:: Exercise materials ::

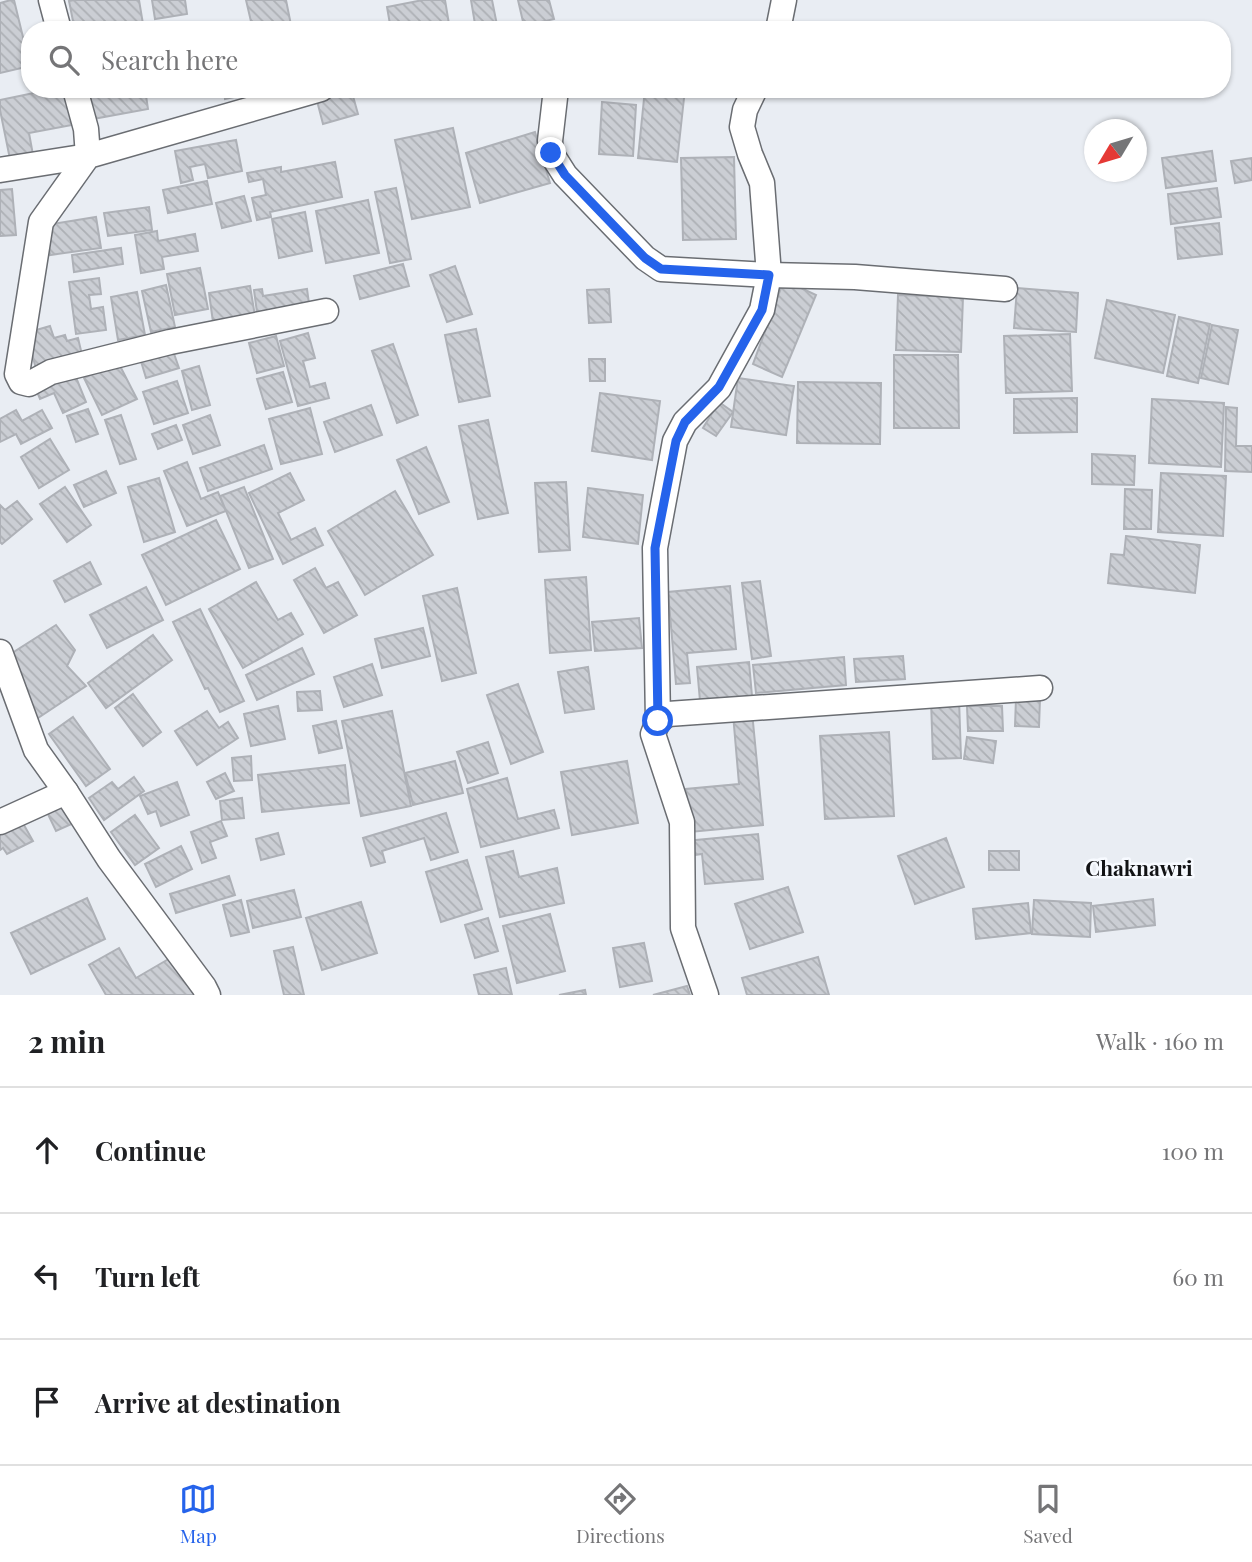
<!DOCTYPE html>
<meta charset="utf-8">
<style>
:root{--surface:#fff;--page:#f2f2f2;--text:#202124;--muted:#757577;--line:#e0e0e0;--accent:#2563eb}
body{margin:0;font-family:"Playfair Display",serif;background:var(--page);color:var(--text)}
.compass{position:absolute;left:1084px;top:119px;width:63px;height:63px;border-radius:50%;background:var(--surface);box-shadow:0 2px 5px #0004;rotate:232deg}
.stop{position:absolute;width:21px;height:21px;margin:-16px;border:5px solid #2563eb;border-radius:50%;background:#fff}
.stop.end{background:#2563eb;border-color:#fff;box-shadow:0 2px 7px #0008}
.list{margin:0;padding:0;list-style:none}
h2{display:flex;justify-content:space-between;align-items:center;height:91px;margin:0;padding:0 28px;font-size:30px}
h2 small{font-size:23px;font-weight:400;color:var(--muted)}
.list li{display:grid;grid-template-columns:46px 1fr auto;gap:21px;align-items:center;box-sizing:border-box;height:126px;padding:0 28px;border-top:2px solid var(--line)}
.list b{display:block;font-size:26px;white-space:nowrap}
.list em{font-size:23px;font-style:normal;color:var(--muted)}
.icon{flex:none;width:38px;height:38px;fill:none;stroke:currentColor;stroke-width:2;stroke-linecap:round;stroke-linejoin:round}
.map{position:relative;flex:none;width:1252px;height:995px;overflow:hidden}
.search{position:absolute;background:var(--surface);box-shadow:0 2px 5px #0004;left:21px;right:21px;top:21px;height:77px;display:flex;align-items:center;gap:18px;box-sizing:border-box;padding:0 24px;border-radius:28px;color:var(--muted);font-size:26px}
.sheet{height:469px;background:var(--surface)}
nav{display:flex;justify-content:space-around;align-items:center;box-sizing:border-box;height:98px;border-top:2px solid var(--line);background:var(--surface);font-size:19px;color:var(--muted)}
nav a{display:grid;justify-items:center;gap:4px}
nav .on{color:var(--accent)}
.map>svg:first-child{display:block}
.building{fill:url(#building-back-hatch);stroke:#aeb1b7;stroke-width:2}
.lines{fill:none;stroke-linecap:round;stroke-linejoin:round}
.minor-casing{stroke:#6a6d72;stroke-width:27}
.minor{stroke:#fff;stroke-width:24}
.route{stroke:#2563eb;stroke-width:9}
.labels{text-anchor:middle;stroke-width:5;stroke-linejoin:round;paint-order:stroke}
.quarter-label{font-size:21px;font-weight:bold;fill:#121315;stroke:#f7faff}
</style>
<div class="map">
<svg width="1252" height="995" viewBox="0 0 1252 995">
<defs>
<pattern id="building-back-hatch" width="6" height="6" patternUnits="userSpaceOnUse" patternTransform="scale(1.75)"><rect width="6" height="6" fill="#cbced4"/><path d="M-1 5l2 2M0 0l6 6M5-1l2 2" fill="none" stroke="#adb0b5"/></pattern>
</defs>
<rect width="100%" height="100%" fill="#e9edf3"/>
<!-- building -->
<g class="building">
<polygon points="11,0 14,0 30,66 0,73 0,3"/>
<polygon points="74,0 139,0 144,30 90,30 89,23 74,26 69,1"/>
<polygon points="152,0 185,0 187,14 155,19"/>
<polygon points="246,0 286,0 292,30 253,30"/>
<polygon points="423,0 445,0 450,30 391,30 387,7"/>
<polygon points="471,0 492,0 498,30 476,30"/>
<polygon points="518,0 549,0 554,19 524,26"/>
<polygon points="652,24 691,28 691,30 652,30"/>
<polygon points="207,26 208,30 191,30 191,28"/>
<polygon points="53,89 65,89 72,125 29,133 33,155 10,159 0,110 0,100"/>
<polygon points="89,89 145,89 148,109 93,119"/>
<polygon points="224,89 238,89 239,96 225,99"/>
<polygon points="253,89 279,89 255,95"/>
<polygon points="343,89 351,89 358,114 323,124 316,97"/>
<polygon points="645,89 685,89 677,162 638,158"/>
<polygon points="602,102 636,105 633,156 599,154"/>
<polygon points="453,128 470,207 412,219 395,140"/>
<polygon points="535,132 550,183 480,203 466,153"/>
<polygon points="236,140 242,171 208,178 205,164 190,167 193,180 181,183 175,151"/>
<polygon points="1212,151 1216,181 1166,188 1162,158"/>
<polygon points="734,157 736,239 683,240 681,158"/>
<polygon points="1252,158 1252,180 1235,183 1231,161"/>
<polygon points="335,162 342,197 270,212 271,217 257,220 252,198 266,195 263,179 249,182 247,173 281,167 281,172"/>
<polygon points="207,181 212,204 168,213 163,190"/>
<polygon points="396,188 411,259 390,263 375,192"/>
<polygon points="1217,188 1221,217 1171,224 1168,194"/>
<polygon points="12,189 16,235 0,236 0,190"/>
<polygon points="244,196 251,221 222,228 216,203"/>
<polygon points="368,200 379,253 326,263 316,211"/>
<polygon points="149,207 152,230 108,236 104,213"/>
<polygon points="305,212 312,251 279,258 272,219"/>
<polygon points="96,217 101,248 50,255 46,225"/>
<polygon points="1219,223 1222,254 1178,259 1175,228"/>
<polygon points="157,231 158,241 195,234 198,251 162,257 164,269 141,273 135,235"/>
<polygon points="121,248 123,264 74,272 72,255"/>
<polygon points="403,264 409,286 360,299 354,276"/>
<polygon points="455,266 472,314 447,322 430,275"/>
<polygon points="200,268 208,309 175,315 167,274"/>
<polygon points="99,278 101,294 89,295 91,309 103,307 106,330 76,334 69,282"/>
<polygon points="784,280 816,295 782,377 753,364"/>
<polygon points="166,285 175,327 151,332 142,291"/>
<polygon points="250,286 255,316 213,322 209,293"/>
<polygon points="1017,288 1078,293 1076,332 1014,328"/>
<polygon points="262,289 263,296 307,289 310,311 258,320 254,290"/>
<polygon points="609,289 611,322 589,323 587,290"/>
<polygon points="137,292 145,335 118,340 111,297"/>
<polygon points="898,295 963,297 961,352 896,350"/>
<polygon points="1107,300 1175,315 1163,373 1095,358"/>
<polygon points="1179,317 1210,324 1198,383 1167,376"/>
<polygon points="1212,325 1238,330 1228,384 1201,378"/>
<polygon points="50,326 54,338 65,335 67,341 78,338 83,359 37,372 26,333"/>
<polygon points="476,329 490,396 459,402 445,335"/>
<polygon points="308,333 315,358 303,361 310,387 325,383 329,398 298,406 280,341"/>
<polygon points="1070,334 1072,391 1006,393 1004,336"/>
<polygon points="276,336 284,366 257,373 249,343"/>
<polygon points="393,344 418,415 397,423 372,351"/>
<polygon points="172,348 179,368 146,378 140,358"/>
<polygon points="894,355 958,355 959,428 894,428"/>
<polygon points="589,359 605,359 605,381 590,381"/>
<polygon points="118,362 137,399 102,415 84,378"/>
<polygon points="199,366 210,405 192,410 182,371"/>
<polygon points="73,370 86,402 63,413 54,393 40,399 35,387"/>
<polygon points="283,372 292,402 266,409 257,379"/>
<polygon points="738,378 794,386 786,435 731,427"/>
<polygon points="177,381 188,413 154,424 143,392"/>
<polygon points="798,382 881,383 880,444 797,443"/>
<polygon points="600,393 660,401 652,460 592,451"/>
<polygon points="1077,398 1077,432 1014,433 1014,399"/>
<polygon points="1152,399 1224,403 1221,467 1149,463"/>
<polygon points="719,402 733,412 716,436 703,428"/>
<polygon points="371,405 382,435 335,452 324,422"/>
<polygon points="1226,407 1237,408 1236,446 1252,446 1252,472 1225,471"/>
<polygon points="310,408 322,454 281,464 269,419"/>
<polygon points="88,409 98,434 76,442 67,416"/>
<polygon points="16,410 22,421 42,410 52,428 21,444 16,434 0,442 0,419"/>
<polygon points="121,415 136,459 120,464 105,420"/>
<polygon points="210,415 220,445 193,454 183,425"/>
<polygon points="488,420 508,513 478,519 459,426"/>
<polygon points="176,425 182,440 158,449 152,434"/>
<polygon points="50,439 69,470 39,488 21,457"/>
<polygon points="264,445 272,469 208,491 200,468"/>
<polygon points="426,447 449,502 419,514 397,460"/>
<polygon points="1092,454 1135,456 1134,485 1092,484"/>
<polygon points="187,462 201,499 218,492 226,511 187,526 164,471"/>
<polygon points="106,471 116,493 84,507 74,485"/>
<polygon points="290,473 304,500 278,513 291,540 315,528 323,545 283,564 249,493"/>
<polygon points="1161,473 1226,476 1223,536 1158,532"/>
<polygon points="159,478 175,532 144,542 128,487"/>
<polygon points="566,482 570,550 539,552 535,483"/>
<polygon points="65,487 91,525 67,542 40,504"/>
<polygon points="244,487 273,559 249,568 220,496"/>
<polygon points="588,488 643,495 638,544 583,537"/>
<polygon points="1125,489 1152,490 1151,529 1124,529"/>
<polygon points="395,491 433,555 365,595 328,531"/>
<polygon points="17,501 32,519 2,544 0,542 0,505 5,510"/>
<polygon points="216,520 240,569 166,605 142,555"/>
<polygon points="1126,536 1200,545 1195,593 1108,583 1111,554 1124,555"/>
<polygon points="90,562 101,584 65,602 54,581"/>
<polygon points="315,568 326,588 338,582 357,615 324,633 294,580"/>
<polygon points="586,577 591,650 550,653 545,580"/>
<polygon points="760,581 771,656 752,659 742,583"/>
<polygon points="256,582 278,620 291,613 303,634 243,668 209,609"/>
<polygon points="730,586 736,649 687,653 690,683 676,684 668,592"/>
<polygon points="146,587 163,620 107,648 90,615"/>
<polygon points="457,588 476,673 442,681 423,596"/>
<polygon points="200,609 244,701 220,712 208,688 205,689 173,622"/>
<polygon points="639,618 642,648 595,651 592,622"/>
<polygon points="56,625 75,650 67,666 86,686 29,724 6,657"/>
<polygon points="423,628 430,656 382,668 375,639"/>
<polygon points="153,635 172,660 106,708 88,683"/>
<polygon points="302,648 314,674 257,700 246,675"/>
<polygon points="903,656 905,679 856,682 854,659"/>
<polygon points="844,657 846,685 756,693 753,665"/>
<polygon points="749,662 752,696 700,701 697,667"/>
<polygon points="372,664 382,695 344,707 334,677"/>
<polygon points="588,667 594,709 565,713 558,672"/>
<polygon points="518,684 543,752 511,764 487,695"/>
<polygon points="320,691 322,710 298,711 297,692"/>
<polygon points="133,694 161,732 143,746 115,708"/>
<polygon points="1016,698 1040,699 1039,727 1015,726"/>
<polygon points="959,699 961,758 933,759 931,700"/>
<polygon points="278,706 285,739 251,746 244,714"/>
<polygon points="967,706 1002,706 1003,731 968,731"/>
<polygon points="207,711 219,728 228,722 238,738 197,765 175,731"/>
<polygon points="392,711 411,806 361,816 342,721"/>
<polygon points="752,712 763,825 690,832 686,789 739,784 733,714"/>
<polygon points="73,717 110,769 86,786 49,734"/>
<polygon points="336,721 342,748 319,753 313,726"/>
<polygon points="889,732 894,816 825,819 820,736"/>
<polygon points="967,737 996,741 993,763 964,759"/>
<polygon points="488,742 498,773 468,783 457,752"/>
<polygon points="251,756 252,780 234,781 232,758"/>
<polygon points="455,761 463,793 413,805 405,773"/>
<polygon points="627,761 638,823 572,835 561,772"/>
<polygon points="345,765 349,803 262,812 258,775"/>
<polygon points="225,773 234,791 216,799 207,782"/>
<polygon points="134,777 144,791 104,820 89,798 112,782 118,789"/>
<polygon points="507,778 518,819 554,810 559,828 481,847 467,789"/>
<polygon points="177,782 189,815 161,826 156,811 148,814 140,796"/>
<polygon points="242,798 244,818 222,820 220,801"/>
<polygon points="65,799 76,822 56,831 45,808"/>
<polygon points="446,813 458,852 431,860 424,838 382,851 385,862 371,866 363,838"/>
<polygon points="135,815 159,848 135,865 111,832"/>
<polygon points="20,818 33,841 7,854 3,848 0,850 0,829"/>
<polygon points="221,821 227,836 210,842 216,858 202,863 191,832"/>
<polygon points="278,833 284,854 261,860 256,839"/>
<polygon points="758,834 763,879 705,884 702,854 687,856 686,841"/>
<polygon points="946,838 964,887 915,904 898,856"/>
<polygon points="181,846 192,869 156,887 145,864"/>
<polygon points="513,851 519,877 557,868 564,903 500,917 486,857"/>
<rect x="989" y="851" width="30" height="19"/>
<polygon points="467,860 482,909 441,922 426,872"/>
<polygon points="229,876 235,895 176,913 170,894"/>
<polygon points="788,887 803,932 750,949 735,904"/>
<polygon points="294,890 301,917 253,928 247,901"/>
<polygon points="87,898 105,939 31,974 11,933"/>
<polygon points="1153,899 1155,925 1096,932 1093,906"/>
<polygon points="241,900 249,932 231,936 223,905"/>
<polygon points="1034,900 1091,903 1090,937 1032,934"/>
<polygon points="361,902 377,953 322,970 306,918"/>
<polygon points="1028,903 1031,933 976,939 973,909"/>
<polygon points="550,914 565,971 517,983 503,926"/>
<polygon points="488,918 498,951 475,958 465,925"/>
<polygon points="644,943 652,981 620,987 613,948"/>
<polygon points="293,947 304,995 284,995 274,951"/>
<polygon points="119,948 136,978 172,957 194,995 106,995 89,965"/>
<polygon points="818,957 829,995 747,995 742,978"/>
<polygon points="506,968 512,995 479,995 474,975"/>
<polygon points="687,986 690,995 653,995"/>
<polygon points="585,990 586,995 559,995"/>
</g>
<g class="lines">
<!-- minor casing -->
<g class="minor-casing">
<g id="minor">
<polyline points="51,0 59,30"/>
<polyline points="778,30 784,0"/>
<polyline points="321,89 88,156 41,222 17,374 21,382 29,384 51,372 170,342 326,311"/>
<polyline points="556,89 550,141 551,153 565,175 645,258 661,269 769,275 855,277 1005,289"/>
<polyline points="0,170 88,156 86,129 75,89"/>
<polyline points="0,652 36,750 66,792 109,859 204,987 208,995"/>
<polyline points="658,721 655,548 675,441 685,422 719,388 762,310 769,275 762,183 750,154 742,127 745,110 755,89"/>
<polyline points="0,822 66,792"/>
<polyline points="706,995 683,928 682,822 653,734 658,721 668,714 1040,688"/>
</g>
</g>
<!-- minor -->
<use href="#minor" class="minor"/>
</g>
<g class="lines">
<!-- route -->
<polyline class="route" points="551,153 565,175 645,258 661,269 769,275 762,310 719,387 685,422 676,441 655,548 658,721"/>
</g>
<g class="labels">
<!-- quarter labels -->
<g class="quarter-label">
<text x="1139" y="876">Chaknawri</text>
</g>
</g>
</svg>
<svg class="compass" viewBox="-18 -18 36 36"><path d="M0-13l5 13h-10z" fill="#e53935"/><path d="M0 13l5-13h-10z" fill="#757577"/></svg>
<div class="stop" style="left:658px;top:721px"></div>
<div class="stop end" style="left:551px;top:153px"></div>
<div class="search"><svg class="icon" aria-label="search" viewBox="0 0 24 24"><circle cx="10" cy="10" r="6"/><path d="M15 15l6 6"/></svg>Search here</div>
</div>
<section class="sheet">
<h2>2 min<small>Walk · 160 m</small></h2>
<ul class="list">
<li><svg class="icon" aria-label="ahead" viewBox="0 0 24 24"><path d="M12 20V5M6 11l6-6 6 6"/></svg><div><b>Continue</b></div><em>100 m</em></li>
<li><svg class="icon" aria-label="left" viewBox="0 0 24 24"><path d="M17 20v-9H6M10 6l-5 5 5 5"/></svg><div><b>Turn left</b></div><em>60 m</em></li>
<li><svg class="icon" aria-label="arrive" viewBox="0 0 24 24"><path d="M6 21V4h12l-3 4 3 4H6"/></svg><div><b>Arrive at destination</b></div></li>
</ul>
</section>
<nav>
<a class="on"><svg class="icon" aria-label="map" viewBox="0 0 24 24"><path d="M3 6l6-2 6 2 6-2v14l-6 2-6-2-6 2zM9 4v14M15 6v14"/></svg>Map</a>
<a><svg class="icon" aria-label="directions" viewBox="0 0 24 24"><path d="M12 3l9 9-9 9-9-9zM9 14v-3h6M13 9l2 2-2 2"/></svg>Directions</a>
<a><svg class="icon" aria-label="saved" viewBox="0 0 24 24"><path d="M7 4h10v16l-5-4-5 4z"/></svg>Saved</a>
</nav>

:: Work task ::
Please show each line in the records above that contains "list".

:: Exercise answer ::
.list{margin:0;padding:0;list-style:none}
.list li{display:grid;grid-template-columns:46px 1fr auto;gap:21px;align-items:center;box-sizing:border-box;height:126px;padding:0 28px;border-top:2px solid var(--line)}
.list b{display:block;font-size:26px;white-space:nowrap}
.list em{font-size:23px;font-style:normal;color:var(--muted)}
<ul class="list">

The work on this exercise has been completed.